Collected data
++++++

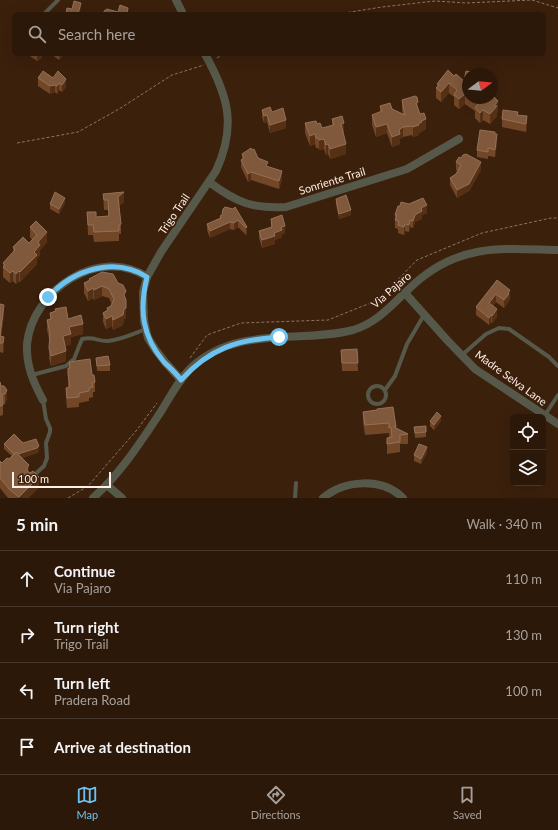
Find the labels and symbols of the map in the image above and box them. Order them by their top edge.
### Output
north arrow [462,68,498,104]
street label: Sonriente Trail [297,164,367,197]
street label: Trigo Trail [155,191,192,237]
street label: Via Pajaro [368,269,413,310]
route end [39,288,57,306]
route start [270,328,288,346]
street label: Madre Selva Lane [473,347,550,408]
scale bar [12,470,111,489]

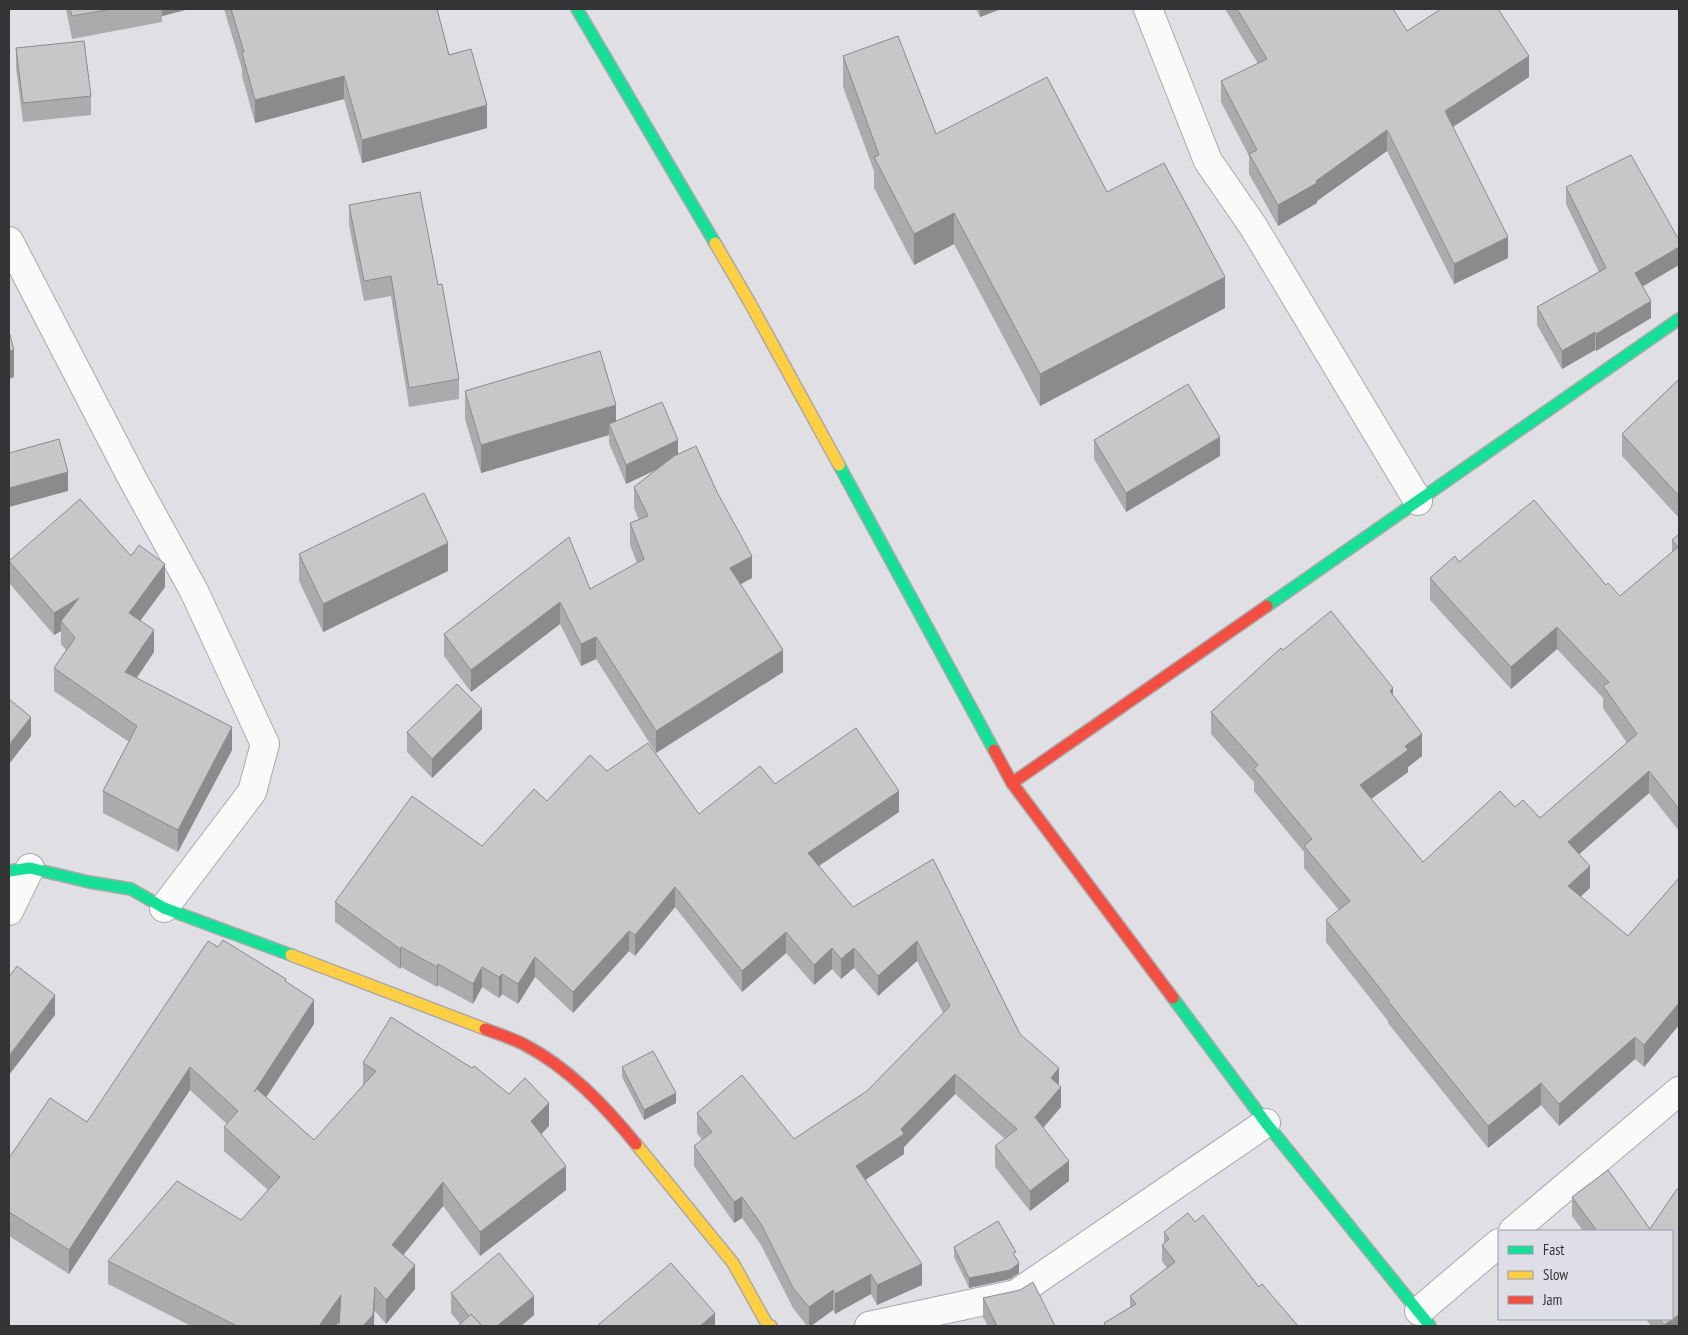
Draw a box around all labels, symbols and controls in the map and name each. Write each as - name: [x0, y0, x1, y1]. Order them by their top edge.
- legend: [1498, 1230, 1673, 1320]
- text: Fast: [1543, 1240, 1564, 1259]
- text: Slow: [1543, 1265, 1568, 1284]
- text: Jam: [1542, 1290, 1562, 1309]

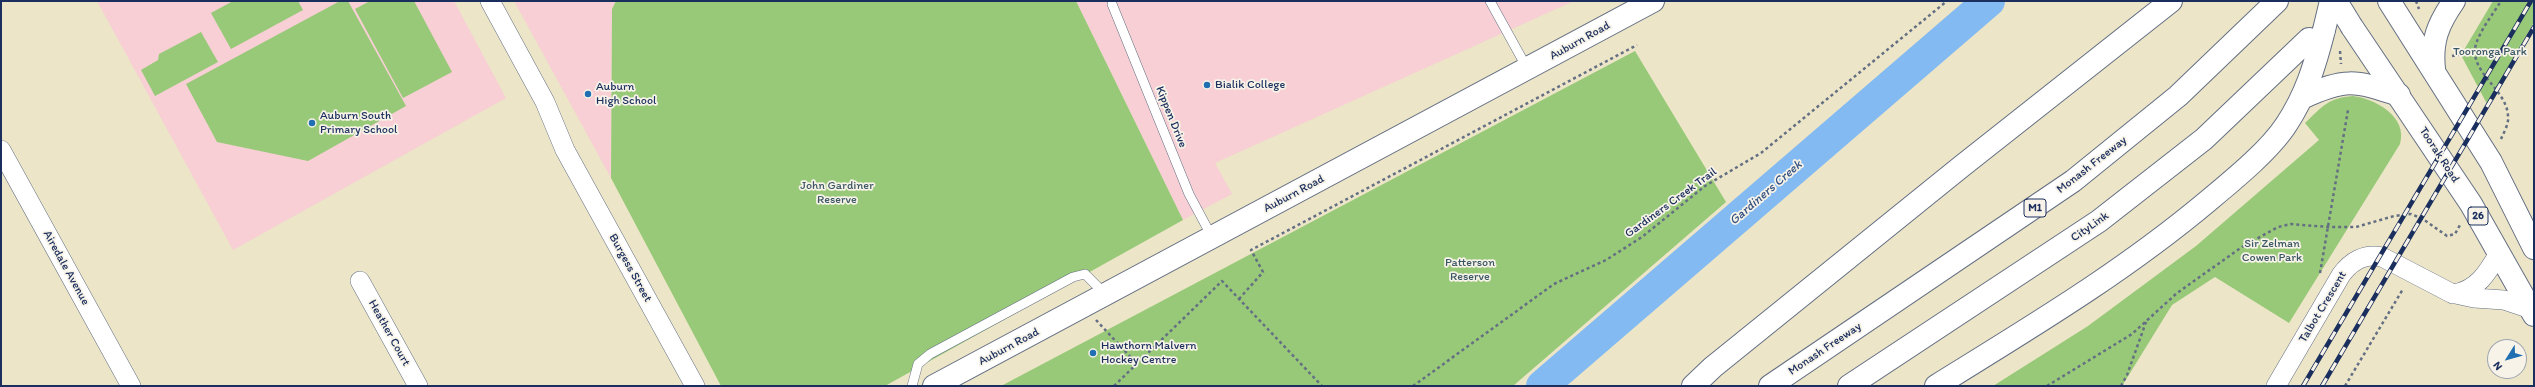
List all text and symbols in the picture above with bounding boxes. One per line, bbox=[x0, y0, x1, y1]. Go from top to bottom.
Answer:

++++++

What this task involves:
Could you transcribe all of the data exactly, keeping every picture out of the copy?

Final answer:
Find the labels and symbols of the map in the image above and box them. Order them by their top edge.
### Output
north arrow [462,68,498,104]
street label: Sonriente Trail [297,164,367,197]
street label: Trigo Trail [155,191,192,237]
street label: Via Pajaro [368,269,413,310]
route end [39,288,57,306]
route start [270,328,288,346]
street label: Madre Selva Lane [473,347,550,408]
scale bar [12,470,111,489]

Draw a box around all labels, symbols and controls in the map and name each. Write each as - name: [x0, y0, x1, y1]. Order them by their top edge.
- legend: [1498, 1230, 1673, 1320]
- text: Fast: [1543, 1240, 1564, 1259]
- text: Slow: [1543, 1265, 1568, 1284]
- text: Jam: [1542, 1290, 1562, 1309]

List all text and symbols in the picture above with bounding boxes. One per line, bbox=[x0, y0, x1, y1]. Go from top to bottom.
Answer:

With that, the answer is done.